You're looking at Less Wrong's discussion board. This includes all posts, including those that haven't been promoted to the front page yet. For more information, see About Less Wrong.

Val comments on In what language should we define the utility function of a friendly AI? - Less Wrong Discussion

3 Post author: Val 05 April 2015 10:14PM

You are viewing a comment permalink. View the original post to see all comments and the full post content.

Comments (22)

You are viewing a single comment's thread. Show more comments above.

Comment author: Val 09 April 2015 07:57:28PM 0 points [-]

I can agree with some of your points, but interestingly, many commenters prefer a very rigorously defined utility function defined in the lower possible language instead of your heuristically developed one, because they argue that its exact functionality has to be provable.

Comment author: jacob_cannell 09 April 2015 09:23:03PM *  0 points [-]

The types of decision utility functions that we can define precisely for an AI are exactly the kind that we absolutely do not want - namely the class of model-free reward functions. That works for training an agent to play atari games based on a score function provided by the simulated environment, but it just doesn't scale to the real world which doesn't come with a convenient predefined utility function.

For AGI, we need a model based utility function, which maps internal world states to human relevant utility values. As the utility function is then dependent on the AGI's internal predictive world model, you would then need to rigorously define the AGI's entire world model. That appears to be a rather hopelessly naive dead end. I'm not aware of any progress or research that indicates that approach is viable. Are you?

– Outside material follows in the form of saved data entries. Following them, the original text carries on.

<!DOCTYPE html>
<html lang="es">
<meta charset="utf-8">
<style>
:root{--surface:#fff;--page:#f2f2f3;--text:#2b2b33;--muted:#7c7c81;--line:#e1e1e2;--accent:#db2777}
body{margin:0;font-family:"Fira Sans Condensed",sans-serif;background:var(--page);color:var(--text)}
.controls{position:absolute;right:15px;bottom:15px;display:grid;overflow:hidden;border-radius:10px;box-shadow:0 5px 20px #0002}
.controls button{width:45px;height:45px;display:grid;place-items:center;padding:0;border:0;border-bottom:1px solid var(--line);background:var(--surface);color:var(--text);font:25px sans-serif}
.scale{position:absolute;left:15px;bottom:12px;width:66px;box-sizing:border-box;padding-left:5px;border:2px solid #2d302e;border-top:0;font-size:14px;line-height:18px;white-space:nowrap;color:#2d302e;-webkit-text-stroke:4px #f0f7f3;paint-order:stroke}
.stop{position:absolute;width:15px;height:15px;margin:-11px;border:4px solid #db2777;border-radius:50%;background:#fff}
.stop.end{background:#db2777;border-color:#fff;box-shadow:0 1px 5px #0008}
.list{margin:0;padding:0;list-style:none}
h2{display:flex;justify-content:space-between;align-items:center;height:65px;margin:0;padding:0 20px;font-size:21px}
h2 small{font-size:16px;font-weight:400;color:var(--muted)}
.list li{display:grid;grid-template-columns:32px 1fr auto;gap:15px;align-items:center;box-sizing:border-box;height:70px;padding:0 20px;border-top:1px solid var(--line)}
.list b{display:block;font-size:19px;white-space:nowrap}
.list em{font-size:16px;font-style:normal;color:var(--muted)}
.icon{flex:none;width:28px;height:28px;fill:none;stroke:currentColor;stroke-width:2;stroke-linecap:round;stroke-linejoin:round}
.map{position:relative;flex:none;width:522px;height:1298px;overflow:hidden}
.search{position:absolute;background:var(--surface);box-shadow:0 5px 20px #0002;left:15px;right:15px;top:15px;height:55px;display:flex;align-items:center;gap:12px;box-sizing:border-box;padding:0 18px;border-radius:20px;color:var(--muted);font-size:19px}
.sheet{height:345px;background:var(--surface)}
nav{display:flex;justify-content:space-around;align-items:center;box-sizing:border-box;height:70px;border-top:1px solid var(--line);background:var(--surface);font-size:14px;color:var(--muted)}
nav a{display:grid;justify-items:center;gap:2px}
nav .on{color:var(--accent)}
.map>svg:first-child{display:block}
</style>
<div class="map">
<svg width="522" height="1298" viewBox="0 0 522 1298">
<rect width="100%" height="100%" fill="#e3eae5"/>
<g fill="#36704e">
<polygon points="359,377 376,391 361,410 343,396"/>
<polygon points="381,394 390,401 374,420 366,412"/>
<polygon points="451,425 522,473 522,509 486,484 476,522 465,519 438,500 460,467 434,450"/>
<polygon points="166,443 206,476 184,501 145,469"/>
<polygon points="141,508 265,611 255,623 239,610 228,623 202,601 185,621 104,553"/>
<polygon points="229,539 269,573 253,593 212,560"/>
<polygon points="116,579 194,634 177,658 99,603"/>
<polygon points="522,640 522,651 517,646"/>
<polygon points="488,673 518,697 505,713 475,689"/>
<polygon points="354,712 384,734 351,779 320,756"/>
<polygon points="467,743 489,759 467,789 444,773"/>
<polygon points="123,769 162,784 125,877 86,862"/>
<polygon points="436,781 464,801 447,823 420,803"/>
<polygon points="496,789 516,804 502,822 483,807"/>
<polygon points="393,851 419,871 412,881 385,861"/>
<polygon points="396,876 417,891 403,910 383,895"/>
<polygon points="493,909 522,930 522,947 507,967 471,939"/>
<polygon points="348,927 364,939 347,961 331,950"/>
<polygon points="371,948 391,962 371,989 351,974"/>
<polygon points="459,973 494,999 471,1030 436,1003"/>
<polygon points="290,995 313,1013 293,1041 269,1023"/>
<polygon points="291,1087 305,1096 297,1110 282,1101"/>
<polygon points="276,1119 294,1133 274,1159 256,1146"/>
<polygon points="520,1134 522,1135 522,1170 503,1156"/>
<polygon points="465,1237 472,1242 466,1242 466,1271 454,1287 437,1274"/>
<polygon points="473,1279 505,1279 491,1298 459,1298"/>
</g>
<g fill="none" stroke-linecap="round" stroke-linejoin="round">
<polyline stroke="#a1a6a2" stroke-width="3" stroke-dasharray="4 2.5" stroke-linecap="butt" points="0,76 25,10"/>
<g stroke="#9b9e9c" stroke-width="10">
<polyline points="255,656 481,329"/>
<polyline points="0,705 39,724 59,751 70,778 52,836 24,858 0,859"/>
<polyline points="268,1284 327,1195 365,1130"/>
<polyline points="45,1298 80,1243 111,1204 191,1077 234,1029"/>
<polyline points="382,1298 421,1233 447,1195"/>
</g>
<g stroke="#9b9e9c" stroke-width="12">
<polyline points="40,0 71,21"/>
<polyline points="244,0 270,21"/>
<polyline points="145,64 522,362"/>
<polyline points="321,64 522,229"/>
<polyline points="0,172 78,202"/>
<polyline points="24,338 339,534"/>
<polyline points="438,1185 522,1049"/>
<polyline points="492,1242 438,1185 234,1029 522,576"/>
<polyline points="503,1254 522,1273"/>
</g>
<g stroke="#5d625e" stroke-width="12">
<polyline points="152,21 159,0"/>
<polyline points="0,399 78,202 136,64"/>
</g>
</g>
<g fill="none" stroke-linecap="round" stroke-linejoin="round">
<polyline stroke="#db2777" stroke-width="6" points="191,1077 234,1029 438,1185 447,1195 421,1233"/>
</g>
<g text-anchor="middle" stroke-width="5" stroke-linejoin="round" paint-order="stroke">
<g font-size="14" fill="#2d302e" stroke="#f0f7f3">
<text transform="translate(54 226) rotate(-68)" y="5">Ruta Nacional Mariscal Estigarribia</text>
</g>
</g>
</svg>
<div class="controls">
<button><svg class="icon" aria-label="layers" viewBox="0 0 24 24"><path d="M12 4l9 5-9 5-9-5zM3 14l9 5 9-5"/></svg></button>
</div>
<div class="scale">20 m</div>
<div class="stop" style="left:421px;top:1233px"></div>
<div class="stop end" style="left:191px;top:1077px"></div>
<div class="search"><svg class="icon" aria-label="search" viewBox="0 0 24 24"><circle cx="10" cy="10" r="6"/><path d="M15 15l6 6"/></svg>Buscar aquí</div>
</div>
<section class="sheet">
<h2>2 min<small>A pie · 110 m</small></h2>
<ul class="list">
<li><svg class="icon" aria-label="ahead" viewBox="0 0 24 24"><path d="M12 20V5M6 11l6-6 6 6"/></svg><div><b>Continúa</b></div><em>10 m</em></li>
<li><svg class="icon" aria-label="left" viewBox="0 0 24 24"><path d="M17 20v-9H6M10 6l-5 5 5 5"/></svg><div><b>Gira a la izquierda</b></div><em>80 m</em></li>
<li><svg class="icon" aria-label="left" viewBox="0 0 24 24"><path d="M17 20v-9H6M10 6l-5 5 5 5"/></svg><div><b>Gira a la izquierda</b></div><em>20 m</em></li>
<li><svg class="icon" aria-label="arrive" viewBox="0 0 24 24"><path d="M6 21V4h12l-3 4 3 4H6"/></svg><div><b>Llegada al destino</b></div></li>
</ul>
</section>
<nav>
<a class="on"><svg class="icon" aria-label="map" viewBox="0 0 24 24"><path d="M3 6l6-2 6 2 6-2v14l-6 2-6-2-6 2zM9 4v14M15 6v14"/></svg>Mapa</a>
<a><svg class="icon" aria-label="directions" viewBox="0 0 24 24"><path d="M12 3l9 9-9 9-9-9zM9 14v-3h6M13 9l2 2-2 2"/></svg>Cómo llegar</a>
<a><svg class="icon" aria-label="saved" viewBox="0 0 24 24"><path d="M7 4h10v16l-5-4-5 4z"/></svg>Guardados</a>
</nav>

Instead all current research progress trends strongly indicate that the first practical AGI designs will be based heavily on inferring human values indirectly. Proving safety for alternate designs - even if possible - has little value if those results do not apply to the designs which will actually win the race to superintelligence.

Also - there is a whole math research tract in machine learning concerned with provable bounds on loss and prediction accuracy - so it's not simply true that using machine learning techniques to infer human utility functions necessitates 'heuristics' ungrounded in any formal analysis.